Зашитое влагалище

Борис Родоман

ЗАШИТОЕ ВЛАГАЛИЩЕ

        Моя мать была жертвой двух абортов, сделанных задолго до замужества. Меня она родила кое-как и весьма неохотно, а когда я, четырёхлетний,  «умирал» в больнице, мои папа и мама, уже привыкшие к родительской  роли, спешно кинулись делать второго ребёнка, но у мамы не получилось. Зато теперь не надо было предохраняться.
        В детстве и юности я думал, что мои родители, достаточно пожилые, давно прекратили половую жизнь. Да я и не мог себе представить, где они могли этим заниматься. Они  никогда не спали в одной кровати и не лежали вместе даже днём и одетыми, по крайней мере, при мне. Мы жили в двух комнатах коммунальной квартиры. В первой, проходной, называвшейся «столовая», спал папа на узком диване. Во второй комнате, называвшейся «спальней», на полуторной высокой никелированной кровати спала мама, а на столь же широкой низкой тахте спал я.

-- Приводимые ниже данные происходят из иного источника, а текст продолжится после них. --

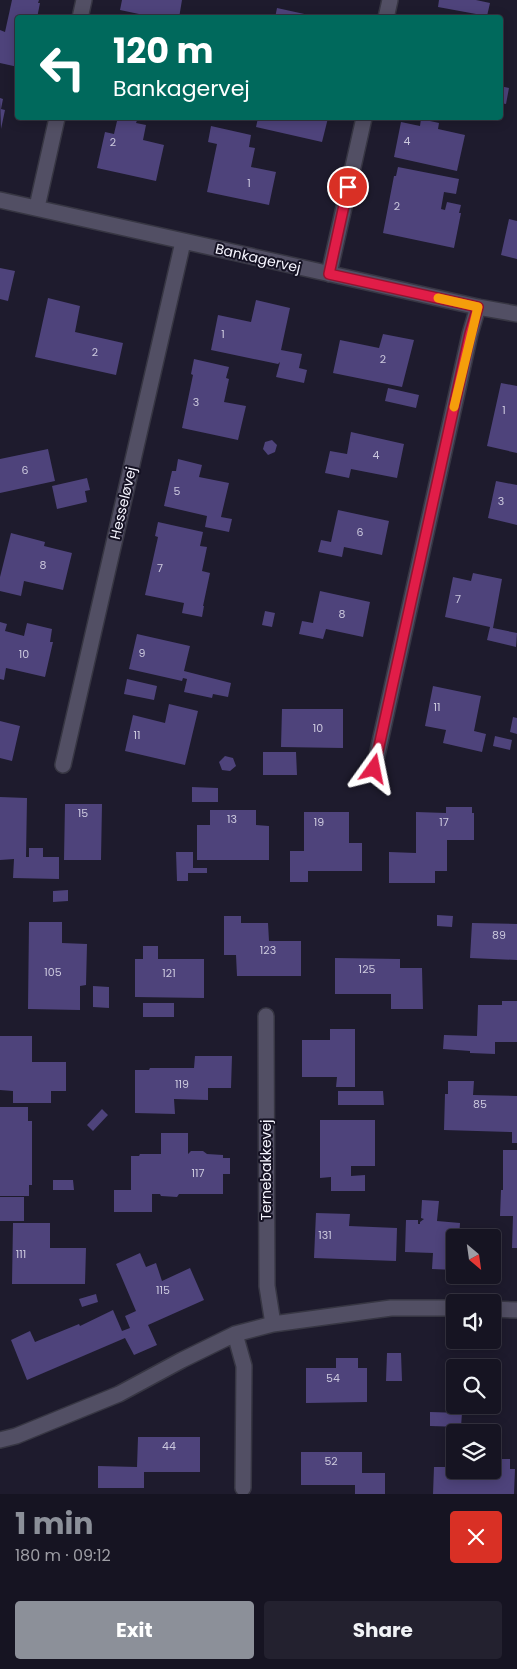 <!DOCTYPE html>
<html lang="en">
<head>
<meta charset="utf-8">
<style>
	body { margin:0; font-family:Poppins,sans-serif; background:#23212f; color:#f1f3f6; height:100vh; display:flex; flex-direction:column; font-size:19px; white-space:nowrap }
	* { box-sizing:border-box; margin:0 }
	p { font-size:16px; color:#9e9ea5 }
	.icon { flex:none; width:28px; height:28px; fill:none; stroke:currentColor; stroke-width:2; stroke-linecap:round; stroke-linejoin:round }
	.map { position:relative; height:1494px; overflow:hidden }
	.details { display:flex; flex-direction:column; background:#161422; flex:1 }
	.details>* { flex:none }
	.hud { position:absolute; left:15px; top:15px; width:488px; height:105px; border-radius:5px; box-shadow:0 2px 12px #0003,0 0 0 1px #353340; background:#00695c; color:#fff; overflow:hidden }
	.needle { width:32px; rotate:151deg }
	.fabs { position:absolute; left:446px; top:1229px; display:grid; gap:10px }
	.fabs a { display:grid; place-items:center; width:55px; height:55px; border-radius:5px; background:#161422; box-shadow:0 2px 12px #0003,0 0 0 1px #353340; font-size:25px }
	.pin { position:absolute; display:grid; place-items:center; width:42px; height:42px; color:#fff; margin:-21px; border:2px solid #fff; border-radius:50%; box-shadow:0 1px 5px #0007 }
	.me { position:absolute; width:55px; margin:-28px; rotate:12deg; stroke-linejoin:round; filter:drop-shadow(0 0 4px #0008) }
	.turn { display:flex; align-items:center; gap:18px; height:105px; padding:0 15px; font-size:22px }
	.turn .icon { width:65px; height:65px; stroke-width:2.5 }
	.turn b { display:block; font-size:35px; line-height:42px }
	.round { display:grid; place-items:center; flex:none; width:52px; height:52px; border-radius:5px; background:#23212f }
	.summary { display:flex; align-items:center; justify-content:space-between; height:85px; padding:0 15px }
	h1 { font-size:30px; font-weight:700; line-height:38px; color:#8c9099 }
	.button { display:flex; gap:10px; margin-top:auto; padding:10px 15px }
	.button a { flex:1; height:58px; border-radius:5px; background:#8c9099; color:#fff; font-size:20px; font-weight:700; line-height:58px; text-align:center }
	.button a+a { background:#23212f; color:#f1f3f6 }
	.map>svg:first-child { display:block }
	.building { fill:#4e437b }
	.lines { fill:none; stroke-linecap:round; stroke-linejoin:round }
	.minor-casing { stroke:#373643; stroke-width:18 }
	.minor { stroke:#524f64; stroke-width:15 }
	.route-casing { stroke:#92132f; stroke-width:12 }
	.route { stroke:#e11d48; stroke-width:9 }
	.slow { stroke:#f59e0b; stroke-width:9 }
	.labels { text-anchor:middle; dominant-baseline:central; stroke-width:4; stroke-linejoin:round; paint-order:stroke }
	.number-label { font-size:11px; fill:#cbc8dd }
	.street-label { font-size:14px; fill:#f5f4fe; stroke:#151223 }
</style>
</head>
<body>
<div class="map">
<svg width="517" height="1494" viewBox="0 0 517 1494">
	<rect width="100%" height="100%" fill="#1e1b2d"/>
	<path class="building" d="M12 0H39L38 3H40L37 18H18V67L0 63V30L5 32Z
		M122 0H182L179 18H158L120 10Z
		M439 0H476L490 3 487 16 438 7Z
		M277 8 318 17V18H275Z
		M500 86 509 88 506 104 500 103Z
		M0 98 3 99 1 109 5 110 1 129Z
		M106 118H138L136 123 146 125 143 140 164 145 156 181 97 168 105 132 114 134 117 121Z
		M258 118H328L322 142 256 127Z
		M421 119 439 123 438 129 465 135 457 171 394 157 401 122 420 126Z
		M211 126 251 135 249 147 255 148 251 167 276 172 269 205 207 192 217 144 208 142Z
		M398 167 459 179 456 194 444 192 441 209 445 210 447 202 461 205 459 213H461L454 248 383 233 394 176H396Z
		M509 219 517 221V259L501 255Z
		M0 268 15 271 8 301 0 299Z
		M48 298 80 306 75 332 123 343 116 375 35 357Z
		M256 300 290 308 281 350 302 354 299 368 307 370 304 383 276 377 280 362 278 364 211 350 218 315 251 322Z
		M383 334 414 340 402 387 333 373 340 340 379 348Z
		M194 359 229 367 226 378 229 379 224 402 246 406 238 440 182 428 193 375 191 374Z
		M501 383 517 386V453L487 446Z
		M388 388 419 395 416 408 385 401Z
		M351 432 404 444 397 478 351 469 349 478 325 473 330 451 347 454Z
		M272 440 277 445 275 452 268 455 263 449 265 442Z
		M48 449 55 481 0 493V459Z
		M178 459 202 465 199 477 229 483 221 517 232 519 229 532 205 527 207 516 164 506 172 471H176Z
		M87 478 90 490 85 491 87 502 57 509 52 486Z
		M496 481 517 485V525L488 518Z
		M338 510 389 521 382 555 344 547 342 557 318 552 321 540 331 542Z
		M158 522 203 532 200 546 207 547 202 571 210 573 203 606H204L202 617 182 613 184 603 145 595 158 537 155 536Z
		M11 533 45 542 44 546 72 553 63 590 24 581 21 596 0 591V577Z
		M473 573 502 579 493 628 517 633 516 647 487 640 490 627 445 617 453 577 471 581Z
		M320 591 370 602 363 637 326 629 323 639 299 634 302 621 313 623Z
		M265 611 275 613 272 627 262 625Z
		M0 622 7 624 5 631 24 636 27 623 52 629 50 642H53L45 677 6 668 4 680 0 679Z
		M137 634 190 646 184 671 231 683 228 697 213 694 212 698 184 692 187 679 183 678 182 681 129 669Z
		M127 679 157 686 154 700 124 694Z
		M433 686 481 696 474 731 486 734 482 752 443 743 446 730 425 726Z
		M169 704 198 711 185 765 125 751 133 715 165 723Z
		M282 709H343V748L281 747Z
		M513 717 517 718V734L510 732Z
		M0 721 20 726 12 761 0 758Z
		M495 736 512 740 510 750 493 746Z
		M263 752H296L297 775H263Z
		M225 756 233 758 236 766 230 771 222 770 219 762Z
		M192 787 218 788V802H192Z
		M0 797 27 798 26 857H29V848H43V857H59V879L13 878 14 859 0 860Z
		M65 804H102L101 860H64Z
		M446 807H472V813H474V840H447V871H435V883H389V852L416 853V812L446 813Z
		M210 810H256V825L269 826V860H197V825H210Z
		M304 812H349V843H362V871H308V882H290V851H304Z
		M176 852H193V868H207V873H188V881H177Z
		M68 890V901L53 902V891Z
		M437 915 453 916 452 927 437 926Z
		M224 916H241V923H268L269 941H301V976H237L236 955H224Z
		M29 922H62V943L87 944 86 985 80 986V1010L28 1009Z
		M472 923 517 924V960L470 958Z
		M143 946H158V959H204V998L135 997V959H143Z
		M335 958 400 959V968H422L423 1009H391V994H335Z
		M93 986 109 987V1008L93 1007Z
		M502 1001H517V1042H495V1054L470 1053V1051L443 1049 444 1035 477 1036 478 1005H502Z
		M143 1003H174V1017H143Z
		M330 1029H355V1087H336L337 1077H302V1040H330Z
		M0 1036H32V1062H66V1091H51V1103H13V1091L0 1090Z
		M195 1056H232L231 1088H208V1100L174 1099 175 1114 135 1113V1070H149L150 1068H194Z
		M448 1081H474L473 1095 517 1096V1143H512V1132L444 1130 445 1094H448Z
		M338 1091H383L384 1105H338Z
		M0 1107H28V1121H32V1185H29V1196H0Z
		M102 1109 108 1115 93 1131 87 1125Z
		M320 1120H375V1166H351V1176L365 1175V1191H331V1177L320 1178Z
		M161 1133H188V1154L191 1151H203L207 1154 223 1155V1158H230V1174H223V1194H179L177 1197 161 1196 160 1194H152V1212H114V1190H131V1156H139L140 1154H161Z
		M503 1150H517V1248H512L513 1216H500L501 1190H503Z
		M53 1180H73L74 1190H53Z
		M0 1197H24V1221H0Z
		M422 1200 439 1201 437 1221 460 1223 459 1238H455V1270L432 1269 433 1253 405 1252 406 1220H418V1224H420V1222L424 1219 421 1218Z
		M316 1213 350 1214 349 1226 397 1228 396 1261 314 1258Z
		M13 1223H50V1248H86L85 1284H12Z
		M140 1253 146 1267 156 1263 162 1281 190 1268 204 1300 148 1325 157 1345 134 1355 125 1338 27 1380 11 1340 30 1331 35 1342 79 1324 80 1326 113 1310 122 1331 130 1328 125 1316 136 1311 116 1264Z
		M96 1294 98 1302 82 1307 79 1299Z
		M387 1353H401L402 1381H386Z
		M336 1358H358V1368H367V1402L306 1403V1368H336Z
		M492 1376H501L500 1412 459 1411V1405H492Z
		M430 1412 462 1413 461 1427 430 1426Z
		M138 1437H200V1472H144V1488H98V1466L137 1467Z
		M301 1452H362V1473H385V1494H355V1485H301Z
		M492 1459H510V1469H515L514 1494H433L434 1467H455V1470H492Z"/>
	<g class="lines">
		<defs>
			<path id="minor" d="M80 18 84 0
				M386 18 390 0
				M0 200 478 307 517 314
				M37 207 57 118
				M329 274 364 118
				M63 765 183 242
				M374 769 470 334 478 307
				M266 1016 267 1286 273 1324
				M492 1309 517 1310
				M235 1334 244 1366 243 1488
				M0 1440 16 1436 119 1394 182 1360 235 1334 273 1324 391 1308H455"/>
		</defs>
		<use href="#minor" class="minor-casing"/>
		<use href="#minor" class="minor"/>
	</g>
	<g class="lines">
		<defs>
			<path id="route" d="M348 187 329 274 478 307 470 334 374 769"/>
		</defs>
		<use href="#route" class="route-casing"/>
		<use href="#route" class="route"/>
		<path class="slow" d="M438 298 478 307 454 407"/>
	</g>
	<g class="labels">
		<g class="number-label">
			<text x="407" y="141">4</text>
			<text x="113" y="142">2</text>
			<text x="249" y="183">1</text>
			<text x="397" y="206">2</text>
			<text x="223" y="334">1</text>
			<text x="95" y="352">2</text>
			<text x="383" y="359">2</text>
			<text x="196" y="402">3</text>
			<text x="504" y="410">1</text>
			<text x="376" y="455">4</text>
			<text x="25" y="470">6</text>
			<text x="177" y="491">5</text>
			<text x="501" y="501">3</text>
			<text x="360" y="532">6</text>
			<text x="43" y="565">8</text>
			<text x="160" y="568">7</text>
			<text x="458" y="599">7</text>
			<text x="342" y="614">8</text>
			<text x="142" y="653">9</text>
			<text x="24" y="654">10</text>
			<text x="437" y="707">11</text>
			<text x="318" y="728">10</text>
			<text x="137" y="735">11</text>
			<text x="83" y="813">15</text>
			<text x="232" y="819">13</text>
			<text x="319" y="822">19</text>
			<text x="444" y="822">17</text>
			<text x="499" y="935">89</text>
			<text x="268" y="950">123</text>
			<text x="367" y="969">125</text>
			<text x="53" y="972">105</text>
			<text x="169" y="973">121</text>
			<text x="182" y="1084">119</text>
			<text x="480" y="1104">85</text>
			<text x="198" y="1173">117</text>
			<text x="325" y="1235">131</text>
			<text x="21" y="1254">111</text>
			<text x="163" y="1290">115</text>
			<text x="333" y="1378">54</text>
			<text x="169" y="1446">44</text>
			<text x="331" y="1461">52</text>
		</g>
		<g class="street-label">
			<text transform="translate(258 258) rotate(13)">Bankagervej</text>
			<text transform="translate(123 503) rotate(-77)">Hesseløvej</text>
			<text transform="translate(266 1170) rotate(-90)">Ternebakkevej</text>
		</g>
	</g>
</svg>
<div class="fabs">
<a><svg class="needle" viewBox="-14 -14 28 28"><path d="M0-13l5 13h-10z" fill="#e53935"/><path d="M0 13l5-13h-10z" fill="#9e9ea5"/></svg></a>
<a><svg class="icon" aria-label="sound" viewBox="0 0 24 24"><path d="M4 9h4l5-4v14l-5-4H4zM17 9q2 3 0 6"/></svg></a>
<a><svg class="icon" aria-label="search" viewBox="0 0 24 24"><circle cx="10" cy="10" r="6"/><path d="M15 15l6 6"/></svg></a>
<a><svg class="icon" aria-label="layers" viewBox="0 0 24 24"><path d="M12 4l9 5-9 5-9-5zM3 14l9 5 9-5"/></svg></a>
</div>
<div class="pin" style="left:348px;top:187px;background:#d93025"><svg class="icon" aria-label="arrive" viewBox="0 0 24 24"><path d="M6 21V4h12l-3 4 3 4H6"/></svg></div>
<svg class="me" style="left:374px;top:769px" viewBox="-20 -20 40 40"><path d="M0-17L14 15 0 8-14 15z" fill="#e11d48" stroke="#fff" stroke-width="4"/></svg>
<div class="hud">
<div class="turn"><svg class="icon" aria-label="left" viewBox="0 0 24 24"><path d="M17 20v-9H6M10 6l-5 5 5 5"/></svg><div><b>120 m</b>Bankagervej</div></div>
</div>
</div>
<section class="details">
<div class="summary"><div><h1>1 min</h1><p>180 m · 09:12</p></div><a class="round" style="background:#d93025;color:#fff"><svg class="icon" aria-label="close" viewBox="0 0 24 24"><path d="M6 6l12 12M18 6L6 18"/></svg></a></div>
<div class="button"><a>Exit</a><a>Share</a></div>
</section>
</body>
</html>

        В 1951 г., когда я, 20-летний, стал студентом второго курса, в нашем домашнем размещении произошла революция. Мама со своей никелированной кроватью переселилась в «столовую», а я, получив в монопольное распоряжение письменный стол, остался с ним и со своей тахтой жить один в «спальне». Это была чудесная комната совершенно кубической формы, 3,6 м в длину, ширину и высоту. Согласитесь, что только при таких размерах кубическая комната может быть не тесной и уютной. В этой комнате я хотел прожить всю оставшуюся жизнь, но прожил только 40 лет с небольшим, что тоже хорошо.

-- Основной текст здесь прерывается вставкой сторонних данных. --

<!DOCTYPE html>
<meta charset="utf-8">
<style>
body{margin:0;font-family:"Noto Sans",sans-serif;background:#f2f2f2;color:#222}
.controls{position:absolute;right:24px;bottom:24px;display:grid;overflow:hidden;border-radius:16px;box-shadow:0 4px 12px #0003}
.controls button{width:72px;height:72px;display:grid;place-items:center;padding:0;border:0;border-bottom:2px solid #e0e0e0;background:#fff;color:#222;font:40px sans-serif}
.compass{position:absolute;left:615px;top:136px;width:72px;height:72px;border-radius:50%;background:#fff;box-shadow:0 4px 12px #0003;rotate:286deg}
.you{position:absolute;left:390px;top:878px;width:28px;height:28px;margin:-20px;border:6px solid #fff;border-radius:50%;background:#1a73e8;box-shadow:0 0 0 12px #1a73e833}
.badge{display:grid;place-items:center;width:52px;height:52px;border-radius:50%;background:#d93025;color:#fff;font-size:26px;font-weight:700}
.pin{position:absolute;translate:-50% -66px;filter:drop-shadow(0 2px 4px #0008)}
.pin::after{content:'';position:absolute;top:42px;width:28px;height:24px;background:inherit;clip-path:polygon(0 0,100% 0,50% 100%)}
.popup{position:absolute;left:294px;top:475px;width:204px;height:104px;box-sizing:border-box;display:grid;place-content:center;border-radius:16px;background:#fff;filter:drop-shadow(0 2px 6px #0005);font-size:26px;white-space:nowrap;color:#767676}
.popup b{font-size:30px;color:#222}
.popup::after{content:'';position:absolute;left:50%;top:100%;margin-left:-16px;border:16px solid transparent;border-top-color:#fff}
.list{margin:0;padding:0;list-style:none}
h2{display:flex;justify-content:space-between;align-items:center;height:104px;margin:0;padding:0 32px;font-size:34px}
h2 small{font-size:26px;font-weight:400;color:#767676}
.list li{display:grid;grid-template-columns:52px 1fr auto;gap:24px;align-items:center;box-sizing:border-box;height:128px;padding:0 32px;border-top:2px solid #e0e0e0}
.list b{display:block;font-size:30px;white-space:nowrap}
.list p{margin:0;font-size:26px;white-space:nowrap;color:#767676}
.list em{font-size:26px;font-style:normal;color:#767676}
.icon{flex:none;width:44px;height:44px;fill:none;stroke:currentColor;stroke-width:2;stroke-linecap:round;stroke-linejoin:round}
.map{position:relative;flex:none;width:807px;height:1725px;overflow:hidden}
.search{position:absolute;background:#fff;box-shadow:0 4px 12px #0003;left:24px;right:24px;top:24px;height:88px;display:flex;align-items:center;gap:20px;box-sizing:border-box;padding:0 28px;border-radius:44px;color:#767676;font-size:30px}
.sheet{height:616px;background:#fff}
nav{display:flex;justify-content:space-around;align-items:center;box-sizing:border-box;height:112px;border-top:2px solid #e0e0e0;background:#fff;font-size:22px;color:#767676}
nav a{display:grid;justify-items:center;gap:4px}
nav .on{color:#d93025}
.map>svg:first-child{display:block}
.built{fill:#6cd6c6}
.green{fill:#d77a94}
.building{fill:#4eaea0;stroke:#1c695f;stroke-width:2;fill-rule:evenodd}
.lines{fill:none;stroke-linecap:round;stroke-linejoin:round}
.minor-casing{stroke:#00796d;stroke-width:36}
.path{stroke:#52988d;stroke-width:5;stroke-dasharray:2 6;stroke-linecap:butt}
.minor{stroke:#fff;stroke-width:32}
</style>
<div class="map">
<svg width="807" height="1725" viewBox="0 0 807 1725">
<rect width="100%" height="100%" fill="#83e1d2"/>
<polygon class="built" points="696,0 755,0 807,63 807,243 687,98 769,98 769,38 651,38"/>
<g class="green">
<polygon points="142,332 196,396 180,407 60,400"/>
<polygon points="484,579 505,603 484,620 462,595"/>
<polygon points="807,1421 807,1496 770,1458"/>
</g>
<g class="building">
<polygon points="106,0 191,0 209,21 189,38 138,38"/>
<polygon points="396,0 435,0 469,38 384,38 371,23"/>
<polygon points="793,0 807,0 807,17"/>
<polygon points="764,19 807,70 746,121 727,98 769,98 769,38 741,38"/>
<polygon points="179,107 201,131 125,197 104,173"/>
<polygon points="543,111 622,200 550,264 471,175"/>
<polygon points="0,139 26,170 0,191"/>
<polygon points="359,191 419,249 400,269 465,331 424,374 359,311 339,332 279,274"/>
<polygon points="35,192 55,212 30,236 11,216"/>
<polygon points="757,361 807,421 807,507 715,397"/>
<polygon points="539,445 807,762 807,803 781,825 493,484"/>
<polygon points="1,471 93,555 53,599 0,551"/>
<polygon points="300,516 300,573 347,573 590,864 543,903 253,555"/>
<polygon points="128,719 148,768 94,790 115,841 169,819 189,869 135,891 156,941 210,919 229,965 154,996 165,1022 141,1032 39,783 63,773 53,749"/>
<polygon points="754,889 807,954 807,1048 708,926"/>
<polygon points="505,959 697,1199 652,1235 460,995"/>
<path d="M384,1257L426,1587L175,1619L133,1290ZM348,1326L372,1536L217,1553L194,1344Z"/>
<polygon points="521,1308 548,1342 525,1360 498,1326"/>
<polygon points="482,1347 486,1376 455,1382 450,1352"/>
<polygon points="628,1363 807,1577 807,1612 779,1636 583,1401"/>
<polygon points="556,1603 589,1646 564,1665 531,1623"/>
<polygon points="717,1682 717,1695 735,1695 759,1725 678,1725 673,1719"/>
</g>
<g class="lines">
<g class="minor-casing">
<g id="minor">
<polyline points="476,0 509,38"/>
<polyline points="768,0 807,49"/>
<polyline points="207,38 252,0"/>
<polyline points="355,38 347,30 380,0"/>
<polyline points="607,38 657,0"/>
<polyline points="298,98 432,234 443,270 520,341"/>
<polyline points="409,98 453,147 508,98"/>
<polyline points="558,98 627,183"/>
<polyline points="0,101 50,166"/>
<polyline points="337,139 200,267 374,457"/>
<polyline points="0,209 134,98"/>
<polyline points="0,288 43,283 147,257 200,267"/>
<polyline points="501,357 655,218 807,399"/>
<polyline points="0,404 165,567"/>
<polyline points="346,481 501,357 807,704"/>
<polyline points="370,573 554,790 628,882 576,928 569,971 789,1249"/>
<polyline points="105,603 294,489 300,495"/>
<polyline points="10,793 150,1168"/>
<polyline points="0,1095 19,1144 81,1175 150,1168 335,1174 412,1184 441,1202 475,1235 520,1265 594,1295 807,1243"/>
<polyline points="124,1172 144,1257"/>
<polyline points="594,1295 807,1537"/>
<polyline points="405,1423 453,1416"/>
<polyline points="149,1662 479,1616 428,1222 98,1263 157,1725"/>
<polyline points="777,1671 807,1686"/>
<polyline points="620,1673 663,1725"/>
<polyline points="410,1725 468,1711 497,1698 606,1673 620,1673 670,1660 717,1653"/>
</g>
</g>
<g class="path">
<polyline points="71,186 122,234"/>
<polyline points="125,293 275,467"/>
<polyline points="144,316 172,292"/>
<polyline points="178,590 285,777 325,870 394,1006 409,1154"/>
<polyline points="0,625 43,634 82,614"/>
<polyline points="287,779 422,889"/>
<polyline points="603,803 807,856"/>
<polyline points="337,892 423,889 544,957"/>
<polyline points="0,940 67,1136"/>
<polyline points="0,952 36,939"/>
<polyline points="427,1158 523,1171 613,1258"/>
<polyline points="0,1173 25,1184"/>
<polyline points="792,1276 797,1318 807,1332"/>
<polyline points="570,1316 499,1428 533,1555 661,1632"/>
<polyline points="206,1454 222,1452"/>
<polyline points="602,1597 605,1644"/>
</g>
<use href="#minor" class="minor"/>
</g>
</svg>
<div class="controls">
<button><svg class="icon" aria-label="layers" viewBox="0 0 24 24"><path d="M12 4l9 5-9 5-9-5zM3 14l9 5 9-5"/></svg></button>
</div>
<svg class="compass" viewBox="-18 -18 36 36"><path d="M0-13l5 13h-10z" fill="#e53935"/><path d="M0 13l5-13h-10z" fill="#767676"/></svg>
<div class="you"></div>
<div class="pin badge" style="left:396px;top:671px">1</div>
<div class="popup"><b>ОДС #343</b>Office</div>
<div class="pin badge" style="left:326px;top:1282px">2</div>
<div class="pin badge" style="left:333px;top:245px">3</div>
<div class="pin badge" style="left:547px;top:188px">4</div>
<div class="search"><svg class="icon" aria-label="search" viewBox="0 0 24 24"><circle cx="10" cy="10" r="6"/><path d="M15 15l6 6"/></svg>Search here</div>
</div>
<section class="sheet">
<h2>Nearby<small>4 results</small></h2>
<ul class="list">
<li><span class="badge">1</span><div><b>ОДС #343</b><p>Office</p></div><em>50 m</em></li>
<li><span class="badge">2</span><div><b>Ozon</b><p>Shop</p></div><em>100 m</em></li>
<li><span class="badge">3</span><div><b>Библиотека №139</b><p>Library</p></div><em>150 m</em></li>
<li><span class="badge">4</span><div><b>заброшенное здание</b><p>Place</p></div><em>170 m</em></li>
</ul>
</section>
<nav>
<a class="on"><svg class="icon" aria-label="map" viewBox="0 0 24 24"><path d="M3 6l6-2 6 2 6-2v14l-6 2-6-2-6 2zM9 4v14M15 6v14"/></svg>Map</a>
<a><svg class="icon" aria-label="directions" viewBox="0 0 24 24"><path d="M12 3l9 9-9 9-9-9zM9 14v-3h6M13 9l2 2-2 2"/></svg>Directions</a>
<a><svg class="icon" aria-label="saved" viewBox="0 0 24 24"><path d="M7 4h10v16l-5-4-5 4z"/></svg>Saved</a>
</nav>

        Своевременное выделение мне отдельной комнаты позволило  начать творческую научно-литературную деятельность, да и половую жизнь тоже. Я сразу заперся от родителей и не впускал их к себе без крайней необходимости. Приглашал девушек, мечтавших выйти замуж, и, не разрушая у них этой надежды, занимался с ними петтингом, без лишения «девственности». Интимная жизнь родителей меня нисколько не интересовала. А она была, и была, оказывается, неплохой, но закончилась плачевно. Об этом я, понятное дело, узнал от мамы в конце её жизни, когда и я был уже не молодым. Она даже говорила, что папа укладывал её на пол, чтобы был упор и лучше входило. Маме было что вспомнить, и так хотелось похвастаться.
        Мама, конечно, делилась какими-то интимными сведениями со своими подругами. Создавалось впечатление, что мой папа очень искусен в мужских делах, потому что артист и к тому же поляк, а они – прекрасные кавалеры, славятся галантностью: «Падам до ног!». Просачивалось что-то и к соседям по коммунальной квартире. Во время кухонных скандалов они кричали моей маме «Минетчица!». В СССР оральный секс считался достоянием проституток, а среди прочих людей – чудовищным извращением и преступлением. И я о существовании орала не знал до самой поздней юности. В нашей мужской школе ребята постоянно матерились и говорили «Ё*аный в рот», но я не понимал этого выражения, мне слышалось «врод» (а может быть они и сами так говорили), и я думал, что это слегка искажённое слово «урод».
        Между тем, моя мама всю жизнь страдала от каких-то женских болезней, климакс проходил тяжело, до конца жизни мучили приливы. Но это не помешало ей прожить 86 лет и два месяца без одной недели. Теперь, если и я доживу до этого возраста 24 июля 2017 г., то проживу дольше, чем моя мать и всё наши родственники. Я с нетерпением жду эту дату и тороплюсь  записать связанные с нею воспоминания.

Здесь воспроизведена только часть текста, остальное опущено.